By Sheldeen Joy Talavera, Reporter
RAZON-LED Prime Infrastructure Capital, Inc. (Prime Infra) has secured financing support from local and international banks for the development of its 2,000-megawatt (MW) pumped storage hydropower projects in Laguna and Rizal through loans totaling P273.5 billion.
In a statement on Thursday, Prime Infra said it entered into a P214.87-billion project financing agreement with an eight-member bank syndicate.
The consortium includes Bank of the Philippine Islands, BDO Unibank, Inc., China Banking Corp., Land Bank of the Philippines, Metropolitan Bank & Trust Company, Philippine National Bank, Security Bank Corp., and Union Bank of the Philippines.
Prime Infra said the financing will be classified as a green loan with the assistance of MUFG Bank, Ltd.
The company also secured a P58.6-billion dual-currency equity standby letter of credit facility from foreign lenders MUFG Bank, Mizuho Bank, Ltd., and Sumitomo Mitsui Banking Corp.
“This historic financing reflects the confidence of local and international banks in Prime Infra’s capability to deliver large-scale, critical infrastructure,” Prime Infra President and Chief Executive Officer Guillaume Lucci said.
Mr. Lucci said the banks’ support would help finance the company’s pumped storage projects, which require significant capital.
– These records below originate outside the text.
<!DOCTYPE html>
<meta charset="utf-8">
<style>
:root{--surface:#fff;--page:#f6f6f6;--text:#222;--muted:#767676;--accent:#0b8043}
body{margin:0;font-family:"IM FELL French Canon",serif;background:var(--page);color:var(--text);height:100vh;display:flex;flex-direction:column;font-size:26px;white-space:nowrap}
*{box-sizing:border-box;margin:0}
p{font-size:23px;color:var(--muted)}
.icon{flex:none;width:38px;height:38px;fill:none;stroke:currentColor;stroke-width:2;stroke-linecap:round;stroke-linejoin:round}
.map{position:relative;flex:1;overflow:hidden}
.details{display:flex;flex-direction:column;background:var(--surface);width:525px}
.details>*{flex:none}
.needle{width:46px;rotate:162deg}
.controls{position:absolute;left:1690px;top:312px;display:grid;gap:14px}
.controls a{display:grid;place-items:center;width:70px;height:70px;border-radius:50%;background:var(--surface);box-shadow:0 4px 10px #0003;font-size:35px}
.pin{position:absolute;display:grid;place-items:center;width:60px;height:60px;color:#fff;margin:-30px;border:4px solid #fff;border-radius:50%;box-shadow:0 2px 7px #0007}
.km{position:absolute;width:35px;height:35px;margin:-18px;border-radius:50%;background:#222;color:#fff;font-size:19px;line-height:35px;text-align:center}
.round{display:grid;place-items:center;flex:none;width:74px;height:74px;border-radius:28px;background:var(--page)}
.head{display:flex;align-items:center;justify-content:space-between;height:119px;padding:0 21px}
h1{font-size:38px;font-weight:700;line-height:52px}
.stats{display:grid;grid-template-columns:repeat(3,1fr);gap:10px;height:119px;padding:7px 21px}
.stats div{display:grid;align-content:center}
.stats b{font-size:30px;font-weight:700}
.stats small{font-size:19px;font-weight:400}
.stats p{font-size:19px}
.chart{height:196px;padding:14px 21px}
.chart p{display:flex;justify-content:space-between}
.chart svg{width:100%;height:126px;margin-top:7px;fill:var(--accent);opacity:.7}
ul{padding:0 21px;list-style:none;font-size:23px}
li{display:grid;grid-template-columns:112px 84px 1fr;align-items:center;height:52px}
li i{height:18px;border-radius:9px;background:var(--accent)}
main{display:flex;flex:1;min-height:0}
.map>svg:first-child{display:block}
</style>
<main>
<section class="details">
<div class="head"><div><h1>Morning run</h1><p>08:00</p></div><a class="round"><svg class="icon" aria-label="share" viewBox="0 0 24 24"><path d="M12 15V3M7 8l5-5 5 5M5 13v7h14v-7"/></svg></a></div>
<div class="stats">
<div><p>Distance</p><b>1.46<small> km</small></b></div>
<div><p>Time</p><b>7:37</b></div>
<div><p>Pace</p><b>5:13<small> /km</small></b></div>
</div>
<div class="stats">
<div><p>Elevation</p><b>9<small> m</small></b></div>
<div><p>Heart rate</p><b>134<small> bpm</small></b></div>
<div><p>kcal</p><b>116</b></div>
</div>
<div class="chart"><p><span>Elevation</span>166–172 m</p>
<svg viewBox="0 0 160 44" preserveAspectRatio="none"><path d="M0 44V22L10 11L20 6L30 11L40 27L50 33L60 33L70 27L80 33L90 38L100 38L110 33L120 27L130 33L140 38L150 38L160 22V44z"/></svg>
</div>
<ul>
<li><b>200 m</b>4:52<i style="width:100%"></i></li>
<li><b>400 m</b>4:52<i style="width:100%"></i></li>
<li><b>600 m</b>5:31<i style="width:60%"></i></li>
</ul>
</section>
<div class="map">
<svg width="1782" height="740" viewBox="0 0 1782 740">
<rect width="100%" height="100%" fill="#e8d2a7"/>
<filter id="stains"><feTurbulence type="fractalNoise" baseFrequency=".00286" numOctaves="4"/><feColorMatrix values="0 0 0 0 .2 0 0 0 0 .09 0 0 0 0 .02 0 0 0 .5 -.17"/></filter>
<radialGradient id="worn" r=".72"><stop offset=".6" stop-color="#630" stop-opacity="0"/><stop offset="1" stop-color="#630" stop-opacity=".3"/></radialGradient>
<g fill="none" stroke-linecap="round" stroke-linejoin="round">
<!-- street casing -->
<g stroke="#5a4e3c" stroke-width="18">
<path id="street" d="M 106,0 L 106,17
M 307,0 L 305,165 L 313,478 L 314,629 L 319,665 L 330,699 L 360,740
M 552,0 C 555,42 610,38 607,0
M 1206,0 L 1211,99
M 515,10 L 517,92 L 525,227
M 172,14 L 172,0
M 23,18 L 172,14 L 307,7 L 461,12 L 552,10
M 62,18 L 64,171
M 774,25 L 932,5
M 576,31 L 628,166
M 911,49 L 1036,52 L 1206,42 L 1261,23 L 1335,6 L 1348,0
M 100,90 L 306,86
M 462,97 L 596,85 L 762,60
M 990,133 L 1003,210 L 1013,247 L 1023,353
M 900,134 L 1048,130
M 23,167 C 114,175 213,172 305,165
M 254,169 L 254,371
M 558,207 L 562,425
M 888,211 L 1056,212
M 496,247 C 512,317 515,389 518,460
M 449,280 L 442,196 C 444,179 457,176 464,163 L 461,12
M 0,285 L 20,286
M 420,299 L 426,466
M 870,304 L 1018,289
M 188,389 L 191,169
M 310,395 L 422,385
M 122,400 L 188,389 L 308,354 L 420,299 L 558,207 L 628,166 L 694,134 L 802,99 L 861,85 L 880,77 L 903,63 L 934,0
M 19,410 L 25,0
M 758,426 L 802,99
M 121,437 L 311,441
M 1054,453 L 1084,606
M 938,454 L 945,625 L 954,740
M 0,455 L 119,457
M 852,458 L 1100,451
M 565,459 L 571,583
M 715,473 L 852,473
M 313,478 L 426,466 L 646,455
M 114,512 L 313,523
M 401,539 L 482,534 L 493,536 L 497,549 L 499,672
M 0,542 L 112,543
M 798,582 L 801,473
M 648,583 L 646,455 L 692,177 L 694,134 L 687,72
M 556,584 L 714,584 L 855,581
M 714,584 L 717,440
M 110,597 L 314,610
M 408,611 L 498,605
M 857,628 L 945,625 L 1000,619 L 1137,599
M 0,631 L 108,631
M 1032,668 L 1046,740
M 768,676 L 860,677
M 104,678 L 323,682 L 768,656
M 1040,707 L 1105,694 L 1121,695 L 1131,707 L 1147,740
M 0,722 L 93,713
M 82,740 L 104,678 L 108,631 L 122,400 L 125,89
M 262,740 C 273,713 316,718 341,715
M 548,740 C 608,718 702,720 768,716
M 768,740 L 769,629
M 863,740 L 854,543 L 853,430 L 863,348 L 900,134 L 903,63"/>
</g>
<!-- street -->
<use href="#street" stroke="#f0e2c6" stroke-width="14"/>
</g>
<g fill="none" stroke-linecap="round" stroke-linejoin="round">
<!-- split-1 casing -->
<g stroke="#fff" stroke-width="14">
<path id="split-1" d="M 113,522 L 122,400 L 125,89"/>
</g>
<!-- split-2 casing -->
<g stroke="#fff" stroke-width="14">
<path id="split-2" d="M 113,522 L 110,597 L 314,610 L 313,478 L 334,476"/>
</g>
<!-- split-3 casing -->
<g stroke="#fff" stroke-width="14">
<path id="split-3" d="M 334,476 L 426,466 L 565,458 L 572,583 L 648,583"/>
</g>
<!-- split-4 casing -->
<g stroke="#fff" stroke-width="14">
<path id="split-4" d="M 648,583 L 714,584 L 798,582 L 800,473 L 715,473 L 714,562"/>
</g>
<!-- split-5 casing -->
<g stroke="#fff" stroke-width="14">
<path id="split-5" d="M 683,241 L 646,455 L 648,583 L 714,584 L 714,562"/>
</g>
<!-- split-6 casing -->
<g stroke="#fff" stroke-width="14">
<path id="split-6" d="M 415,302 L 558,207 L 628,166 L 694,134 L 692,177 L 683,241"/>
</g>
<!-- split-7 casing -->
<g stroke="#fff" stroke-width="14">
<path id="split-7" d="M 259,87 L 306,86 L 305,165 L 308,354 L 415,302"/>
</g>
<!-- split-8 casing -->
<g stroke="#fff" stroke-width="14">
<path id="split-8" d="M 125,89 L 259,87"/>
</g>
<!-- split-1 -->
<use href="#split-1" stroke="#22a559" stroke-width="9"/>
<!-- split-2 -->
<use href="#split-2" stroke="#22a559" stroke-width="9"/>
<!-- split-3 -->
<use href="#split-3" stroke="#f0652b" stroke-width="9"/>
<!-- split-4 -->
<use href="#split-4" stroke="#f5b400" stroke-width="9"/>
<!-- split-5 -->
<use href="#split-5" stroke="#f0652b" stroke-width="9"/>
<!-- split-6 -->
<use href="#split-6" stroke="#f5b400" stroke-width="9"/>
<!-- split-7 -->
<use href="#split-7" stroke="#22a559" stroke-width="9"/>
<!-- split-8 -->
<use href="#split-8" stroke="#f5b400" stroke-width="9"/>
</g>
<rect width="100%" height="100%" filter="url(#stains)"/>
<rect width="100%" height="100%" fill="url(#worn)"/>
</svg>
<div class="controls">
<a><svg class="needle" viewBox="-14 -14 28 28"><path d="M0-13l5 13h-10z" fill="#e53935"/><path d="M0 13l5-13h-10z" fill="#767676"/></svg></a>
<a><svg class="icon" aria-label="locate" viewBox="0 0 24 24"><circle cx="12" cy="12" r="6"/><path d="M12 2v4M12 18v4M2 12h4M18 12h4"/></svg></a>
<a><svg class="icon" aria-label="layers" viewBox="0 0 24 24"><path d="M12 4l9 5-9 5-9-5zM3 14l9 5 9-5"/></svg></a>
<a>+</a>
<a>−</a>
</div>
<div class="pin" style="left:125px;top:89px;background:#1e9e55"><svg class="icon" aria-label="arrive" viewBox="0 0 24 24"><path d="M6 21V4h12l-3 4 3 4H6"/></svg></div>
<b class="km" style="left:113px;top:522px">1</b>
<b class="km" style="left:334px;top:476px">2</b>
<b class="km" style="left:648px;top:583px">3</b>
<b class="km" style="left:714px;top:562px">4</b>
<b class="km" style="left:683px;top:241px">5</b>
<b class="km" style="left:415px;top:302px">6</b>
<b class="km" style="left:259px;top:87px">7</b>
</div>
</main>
“These agreements will accelerate critical infrastructure investments and strengthen energy security and reliability, which are the foundations of the Philippines’ sustained economic growth,” he added.
The funding will support the ongoing construction of the 1,400-MW Pakil Pumped Storage Hydropower Plant of Ahunan Power, Inc. in Laguna and the 600-MW Wawa Pumped Storage Hydropower Plant of Olympia Violago Water & Power, Inc. in Rizal.
Both projects, which have been certified as energy projects of national significance, are targeted to begin operations by 2030.
Pumped storage technology generates power during peak demand by storing energy by pumping water to an upper reservoir during off-peak hours.
Prime Infra is partnering with First Gen Corp. of the Lopez group to develop the projects. First Gen will invest P61.88 billion for a 33% equity interest in both projects.
COLOMBIA OIL DEAL
Separately, analysts said the planned acquisition by Prime Infra of Colombia’s largest independent oil and gas exploration and production firm could help reduce the Philippines’ dependence on oil imports as the Middle East war raises fuel supply concerns.
Global investment firm Carlyle has agreed to sell its entire stake in SierraCol Energy Ltd. to Prime Infra, complementing the latter’s power and energy infrastructure assets.
Carlyle and Prime Infra have entered into an agreement that is expected to close “within the following months,” SierraCol said in a statement on Wednesday.
The planned buyout has circulated since last year, with Carlyle seeking around $1.5 billion (P89.25 billion) for the Colombian firm, Reuters reported, citing industry sources.
The deal comes at a time when the Iran war has caused disruptions in a strategic waterway, raising oil supply concerns and pushing fuel prices higher.
“Prime Infra’s acquisition is timely and strategically attractive both commercially and geopolitically for Philippine energy security,” said Peter Louise D. Garnace, an equity research analyst at Unicapital Securities, Inc.
He said the major energy player’s acquisition of SierraCol could reduce the country’s dependence on oil-producing countries in the Middle East.
With SierraCol having a “structurally advantaged operation” given its proximity to processing, storage and transportation infrastructure, the Colombian firm is capable of producing high-quality and low-cost oil, he said.
SierraCol produces 77,000 barrels of oil equivalent per day, equivalent to 10% of Colombia’s total oil production. The company sources its oil from the country’s most prolific basins, including two giant fields — Caño Limón and La Cira Infantas.
“SierraCol could supply up to one-fifth of Philippine refinery demand, positioning it as the first Filipino-controlled international upstream oil producer and a huge strategic buffer in instances of oil crisis similar to the ongoing global supply shock amid US-Iran War,” Mr. Garnace said.
Marky Carunungan, an investment analyst at F. Yap Securities, said Prime Infra’s move to secure overseas production helps “diversify supply away from the Middle East and offers a natural hedge against oil price volatility, particularly amid current geopolitical tensions.”
Tony Hayward, executive chairman of SierraCol, said Prime Infra is expected to provide the company access to long-term capital.
“This acquisition strengthens our oil and gas expertise and complements our existing asset base in the Philippines,” Mr. Lucci said.
“Together, these capabilities position us to operate across the oil and gas value chain — from upstream to downstream, onshore and offshore — and to participate in the sector’s growth against the backdrop of a broader commodities supercycle,” he added.
Prime Infra is an infrastructure developer and operator focused on building and operating assets in energy, water, and waste management. Its energy portfolio includes gas-fired power plants, the Philippines’ only indigenous gas production facility, and large-scale pumped storage projects designed to support grid stability.